What you need to do: Using the data that follows, give the number of lines in which the word "index" occurs. Write only the number.

*** Listed entries Section Begins ***

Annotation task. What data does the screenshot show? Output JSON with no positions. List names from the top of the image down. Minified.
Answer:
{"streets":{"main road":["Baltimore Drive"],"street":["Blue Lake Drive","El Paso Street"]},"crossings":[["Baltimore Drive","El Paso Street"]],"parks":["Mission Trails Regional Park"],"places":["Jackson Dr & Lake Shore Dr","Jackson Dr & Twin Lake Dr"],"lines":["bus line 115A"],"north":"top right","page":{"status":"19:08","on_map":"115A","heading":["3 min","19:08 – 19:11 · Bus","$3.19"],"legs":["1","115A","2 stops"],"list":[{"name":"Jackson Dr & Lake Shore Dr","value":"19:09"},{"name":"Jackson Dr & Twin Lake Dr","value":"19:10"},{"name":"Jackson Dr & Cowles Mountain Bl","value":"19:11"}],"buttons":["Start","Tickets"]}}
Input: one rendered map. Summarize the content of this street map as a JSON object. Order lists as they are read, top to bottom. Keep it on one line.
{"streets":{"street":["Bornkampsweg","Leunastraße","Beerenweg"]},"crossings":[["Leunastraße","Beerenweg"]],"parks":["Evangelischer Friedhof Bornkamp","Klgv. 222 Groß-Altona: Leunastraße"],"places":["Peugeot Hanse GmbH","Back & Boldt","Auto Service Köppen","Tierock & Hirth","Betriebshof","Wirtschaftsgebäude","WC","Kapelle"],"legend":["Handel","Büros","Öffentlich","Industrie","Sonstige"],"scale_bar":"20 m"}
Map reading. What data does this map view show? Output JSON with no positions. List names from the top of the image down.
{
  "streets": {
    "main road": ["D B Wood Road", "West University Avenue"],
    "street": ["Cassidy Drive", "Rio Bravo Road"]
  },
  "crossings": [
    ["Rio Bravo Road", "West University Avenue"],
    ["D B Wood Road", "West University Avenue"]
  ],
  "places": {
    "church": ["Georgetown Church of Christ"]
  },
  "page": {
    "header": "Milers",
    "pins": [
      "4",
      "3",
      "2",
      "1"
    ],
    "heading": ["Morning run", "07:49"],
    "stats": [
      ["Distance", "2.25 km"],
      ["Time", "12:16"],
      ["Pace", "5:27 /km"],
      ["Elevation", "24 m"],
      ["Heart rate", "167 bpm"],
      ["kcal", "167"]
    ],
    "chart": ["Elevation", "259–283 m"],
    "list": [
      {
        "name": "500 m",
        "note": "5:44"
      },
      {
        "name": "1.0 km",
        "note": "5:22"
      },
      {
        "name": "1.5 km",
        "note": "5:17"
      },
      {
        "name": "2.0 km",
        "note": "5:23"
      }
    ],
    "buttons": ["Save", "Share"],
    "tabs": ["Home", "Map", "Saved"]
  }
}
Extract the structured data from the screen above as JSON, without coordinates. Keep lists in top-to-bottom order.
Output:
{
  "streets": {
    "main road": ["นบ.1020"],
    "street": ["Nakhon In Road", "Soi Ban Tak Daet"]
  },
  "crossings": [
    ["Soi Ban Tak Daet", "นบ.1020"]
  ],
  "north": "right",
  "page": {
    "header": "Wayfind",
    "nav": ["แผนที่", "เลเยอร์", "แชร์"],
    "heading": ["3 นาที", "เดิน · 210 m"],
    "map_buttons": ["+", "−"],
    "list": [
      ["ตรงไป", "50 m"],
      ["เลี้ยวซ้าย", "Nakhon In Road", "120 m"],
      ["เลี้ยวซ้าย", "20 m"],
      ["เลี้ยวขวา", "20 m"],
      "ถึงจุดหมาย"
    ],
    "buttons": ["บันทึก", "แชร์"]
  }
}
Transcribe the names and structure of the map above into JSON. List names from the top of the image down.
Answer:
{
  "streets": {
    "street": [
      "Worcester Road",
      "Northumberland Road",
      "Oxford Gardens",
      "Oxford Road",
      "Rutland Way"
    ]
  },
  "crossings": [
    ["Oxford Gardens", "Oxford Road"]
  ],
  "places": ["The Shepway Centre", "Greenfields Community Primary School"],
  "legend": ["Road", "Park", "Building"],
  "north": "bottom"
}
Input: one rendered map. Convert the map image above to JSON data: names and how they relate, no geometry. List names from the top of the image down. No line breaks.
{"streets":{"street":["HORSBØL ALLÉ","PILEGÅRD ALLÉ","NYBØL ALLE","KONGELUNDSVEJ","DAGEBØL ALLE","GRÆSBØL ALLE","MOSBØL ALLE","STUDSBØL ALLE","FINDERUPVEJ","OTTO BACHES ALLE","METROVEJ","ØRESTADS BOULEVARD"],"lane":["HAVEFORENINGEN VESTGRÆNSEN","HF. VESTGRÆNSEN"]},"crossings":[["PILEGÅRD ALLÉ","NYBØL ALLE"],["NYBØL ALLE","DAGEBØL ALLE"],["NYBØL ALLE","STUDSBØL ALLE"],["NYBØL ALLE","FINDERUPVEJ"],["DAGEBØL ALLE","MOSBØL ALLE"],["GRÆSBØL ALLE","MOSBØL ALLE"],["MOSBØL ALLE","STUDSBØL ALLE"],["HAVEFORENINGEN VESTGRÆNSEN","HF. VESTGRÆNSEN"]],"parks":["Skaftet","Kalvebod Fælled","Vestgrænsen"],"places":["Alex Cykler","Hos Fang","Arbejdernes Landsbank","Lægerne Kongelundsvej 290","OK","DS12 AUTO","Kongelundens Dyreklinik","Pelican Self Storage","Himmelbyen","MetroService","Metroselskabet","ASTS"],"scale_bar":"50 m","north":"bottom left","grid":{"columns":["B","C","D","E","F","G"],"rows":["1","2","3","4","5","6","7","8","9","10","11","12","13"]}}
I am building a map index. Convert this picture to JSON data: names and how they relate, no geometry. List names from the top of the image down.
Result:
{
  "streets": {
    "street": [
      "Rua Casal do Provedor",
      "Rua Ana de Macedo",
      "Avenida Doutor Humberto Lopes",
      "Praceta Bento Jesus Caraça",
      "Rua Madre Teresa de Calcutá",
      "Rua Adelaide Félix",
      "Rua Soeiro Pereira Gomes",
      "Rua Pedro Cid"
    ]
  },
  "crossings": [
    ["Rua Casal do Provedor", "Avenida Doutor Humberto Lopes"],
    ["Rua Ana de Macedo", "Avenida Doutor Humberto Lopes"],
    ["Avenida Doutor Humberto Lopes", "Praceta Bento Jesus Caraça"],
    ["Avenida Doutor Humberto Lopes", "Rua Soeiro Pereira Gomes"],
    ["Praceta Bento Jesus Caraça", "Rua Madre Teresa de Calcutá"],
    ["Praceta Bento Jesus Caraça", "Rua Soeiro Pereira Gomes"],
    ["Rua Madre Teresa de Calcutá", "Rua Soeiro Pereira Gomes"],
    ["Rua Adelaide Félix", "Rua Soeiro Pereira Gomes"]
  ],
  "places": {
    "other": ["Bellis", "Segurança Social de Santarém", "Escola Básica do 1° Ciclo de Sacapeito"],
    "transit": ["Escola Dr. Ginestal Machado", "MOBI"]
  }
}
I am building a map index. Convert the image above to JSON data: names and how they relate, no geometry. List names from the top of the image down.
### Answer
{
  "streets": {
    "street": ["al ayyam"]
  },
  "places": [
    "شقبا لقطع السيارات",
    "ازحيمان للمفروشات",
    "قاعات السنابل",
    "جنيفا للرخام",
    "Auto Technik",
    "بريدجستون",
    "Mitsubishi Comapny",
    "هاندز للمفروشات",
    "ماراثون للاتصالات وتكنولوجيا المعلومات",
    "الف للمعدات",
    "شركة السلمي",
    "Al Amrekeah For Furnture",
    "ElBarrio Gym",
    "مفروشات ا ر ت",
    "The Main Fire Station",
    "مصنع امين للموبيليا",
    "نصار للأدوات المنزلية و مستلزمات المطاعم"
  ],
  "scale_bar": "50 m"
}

*** Listed entries Section Ends ***

Task solution: 2